Report every line of the data that includes "Keep".
============
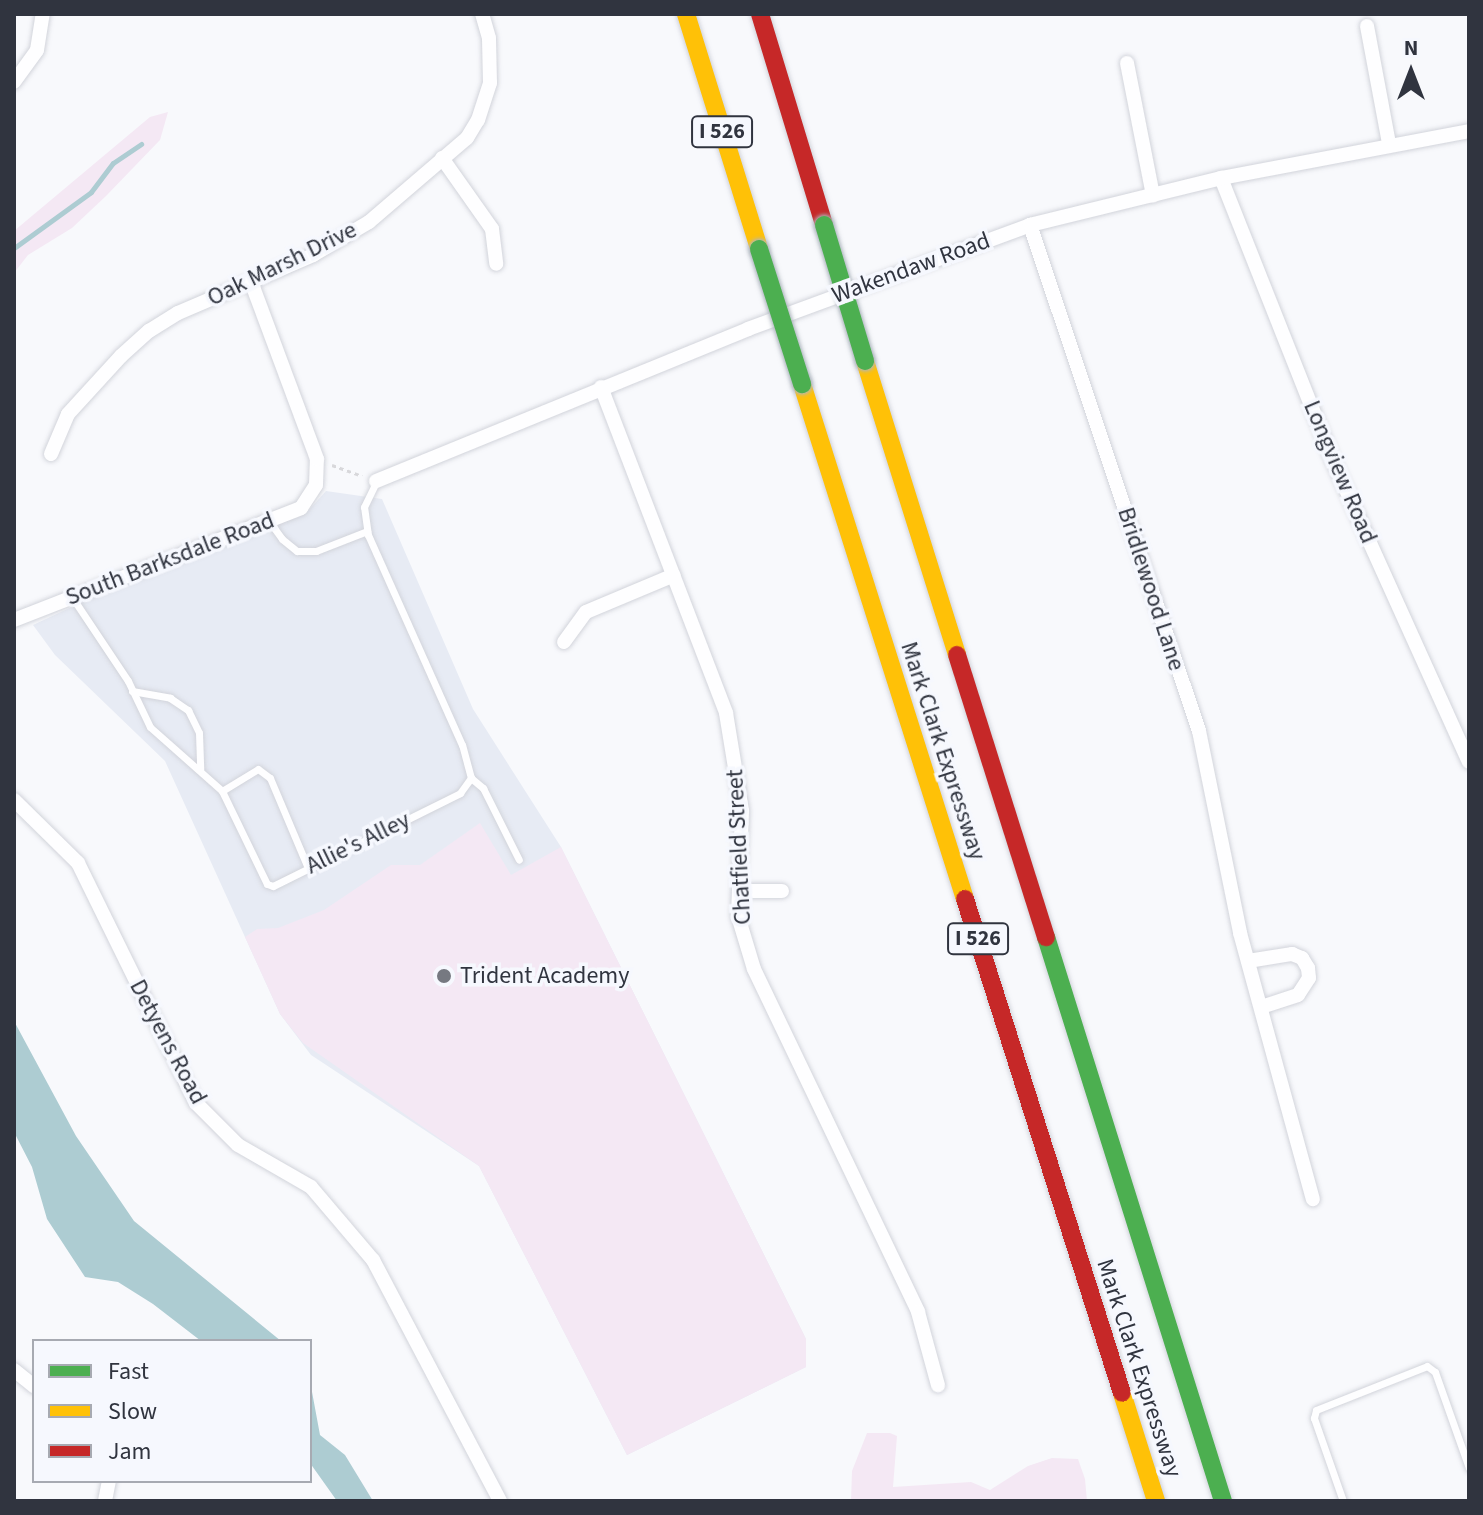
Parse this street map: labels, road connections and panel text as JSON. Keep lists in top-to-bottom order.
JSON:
{
  "streets": {
    "highway": ["I 526", "Mark Clark Expressway"],
    "street": [
      "Oak Marsh Drive",
      "Wakendaw Road",
      "Longview Road",
      "South Barksdale Road",
      "Bridlewood Lane",
      "Chatfield Street",
      "Detyens Road"
    ],
    "lane": ["Allie's Alley"]
  },
  "crossings": [
    ["Wakendaw Road", "Longview Road"],
    ["Wakendaw Road", "Bridlewood Lane"],
    ["Wakendaw Road", "Chatfield Street"],
    ["South Barksdale Road", "Allie's Alley"]
  ],
  "places": ["Trident Academy"],
  "legend": ["Fast", "Slow", "Jam"],
  "north": "top"
}
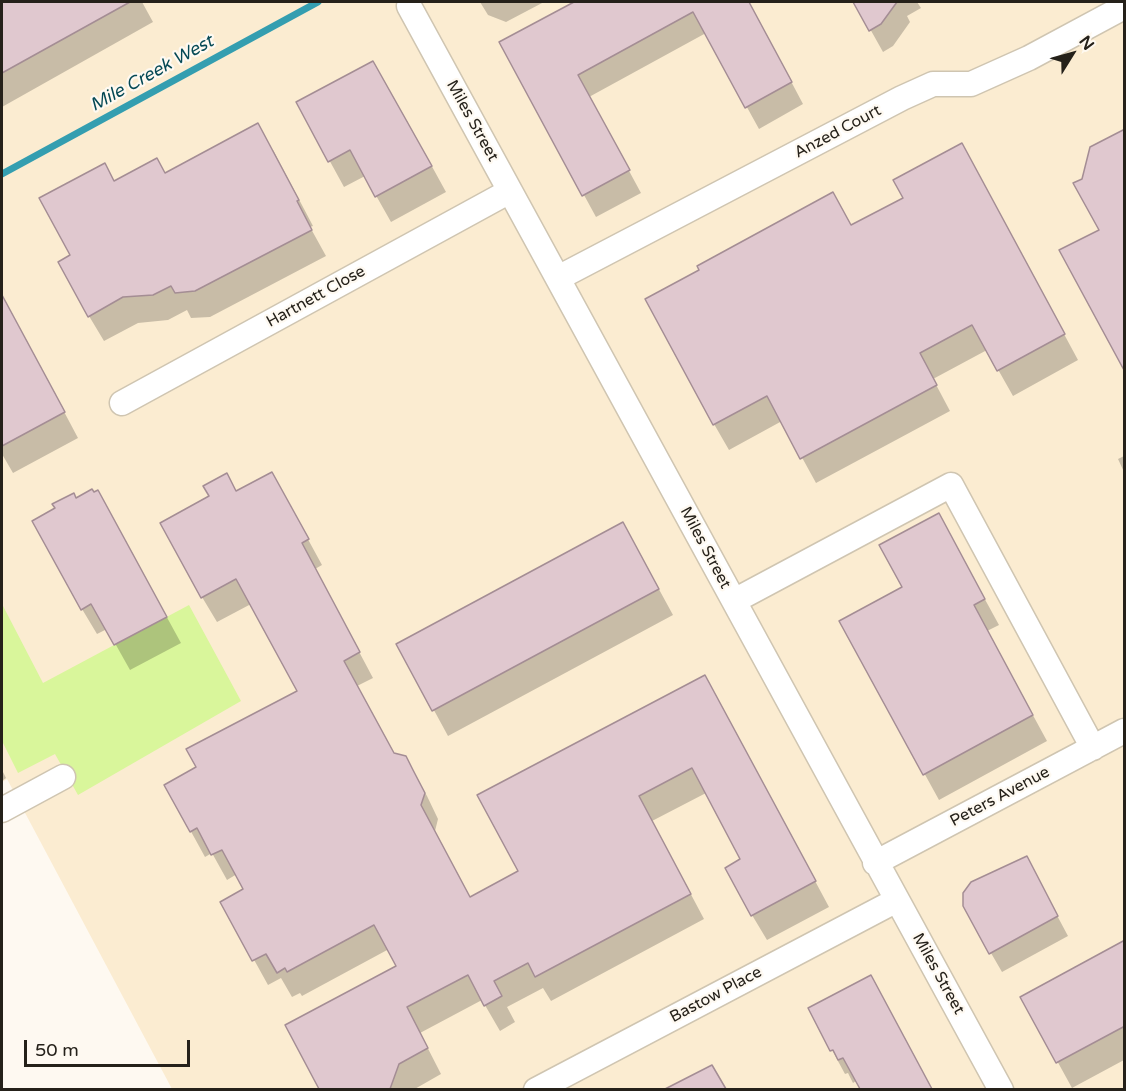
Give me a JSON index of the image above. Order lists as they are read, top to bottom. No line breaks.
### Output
{"streets":{"street":["Miles Street","Anzed Court","Hartnett Close","Peters Avenue","Bastow Place"]},"crossings":[["Miles Street","Anzed Court"],["Miles Street","Hartnett Close"],["Miles Street","Peters Avenue"],["Miles Street","Bastow Place"]],"water":["Mile Creek West"],"scale_bar":"50 m","north":"top right"}
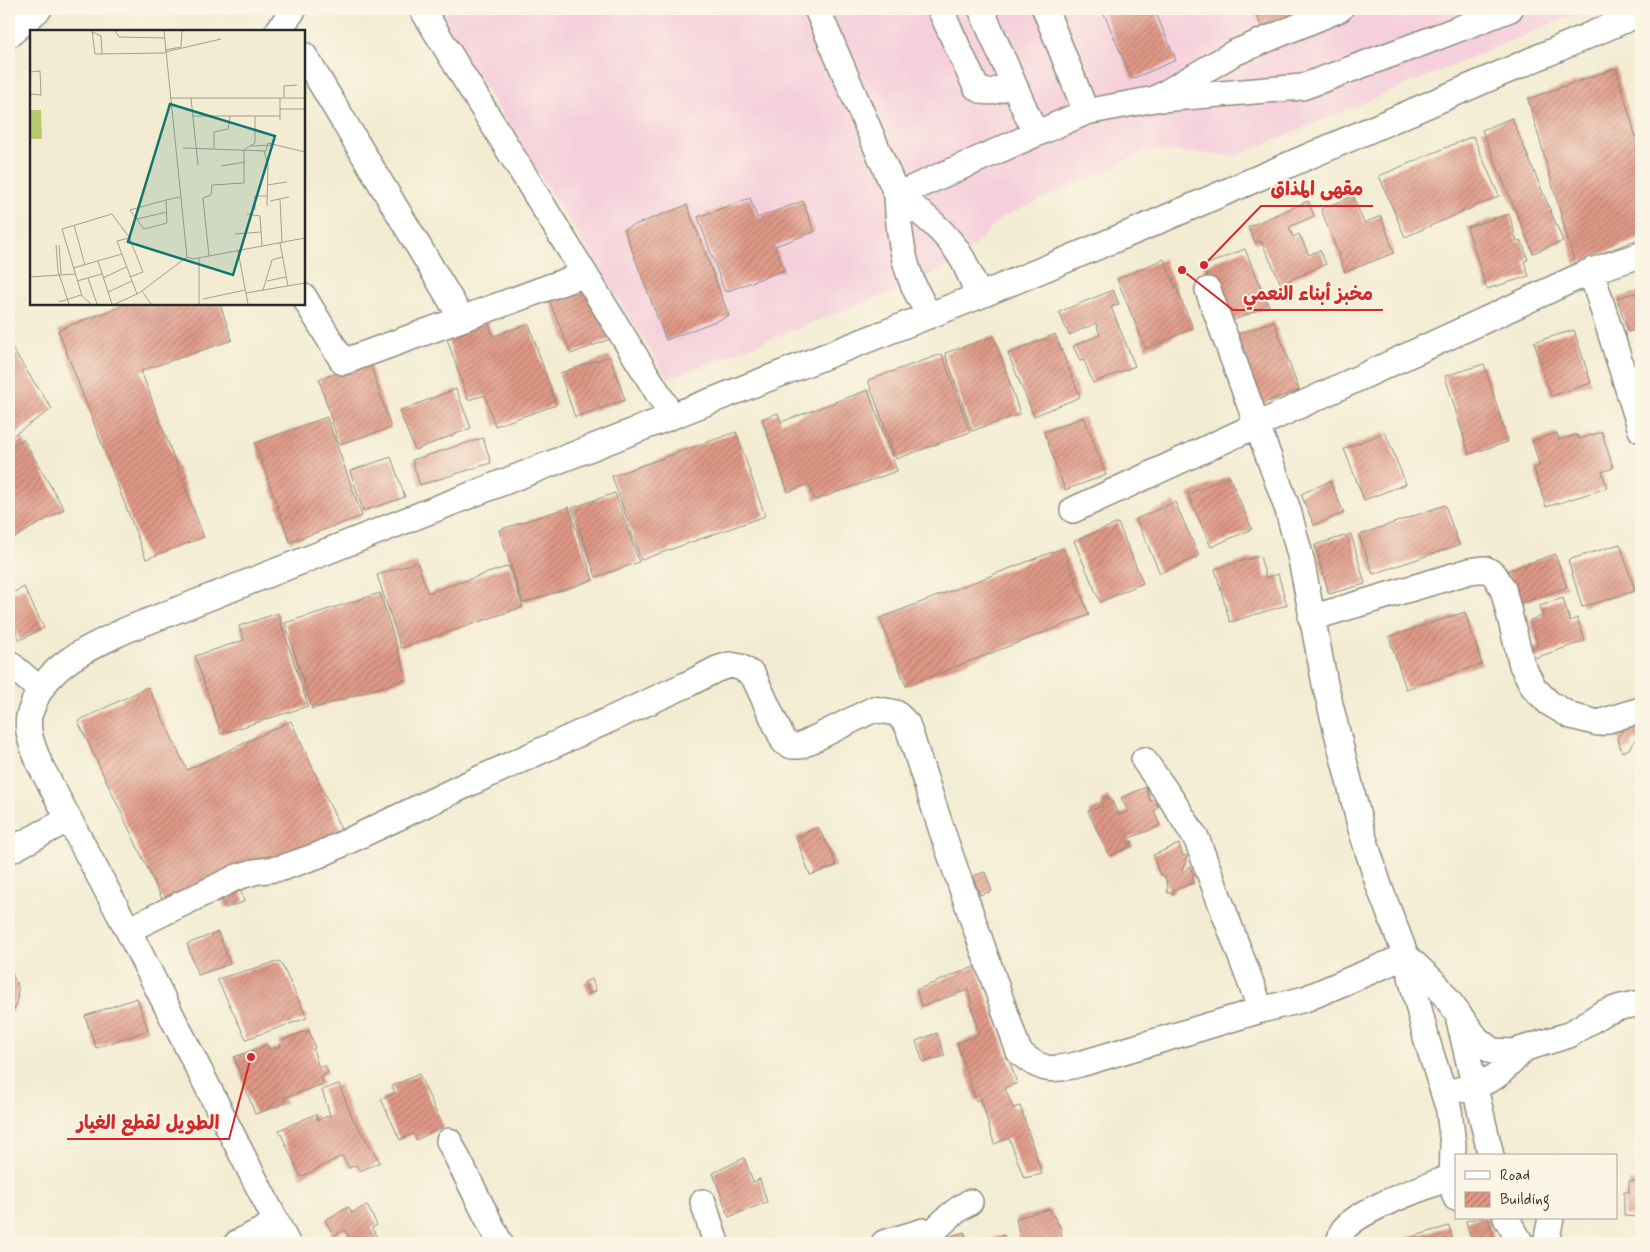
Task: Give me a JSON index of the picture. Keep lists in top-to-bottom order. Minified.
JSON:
============
### REPLY
Parse this street map: labels, road connections and panel text as JSON. Keep lists in top-to-bottom order.
Task: Give me a JSON index of the picture. Keep lists in top-to-bottom order. Minified.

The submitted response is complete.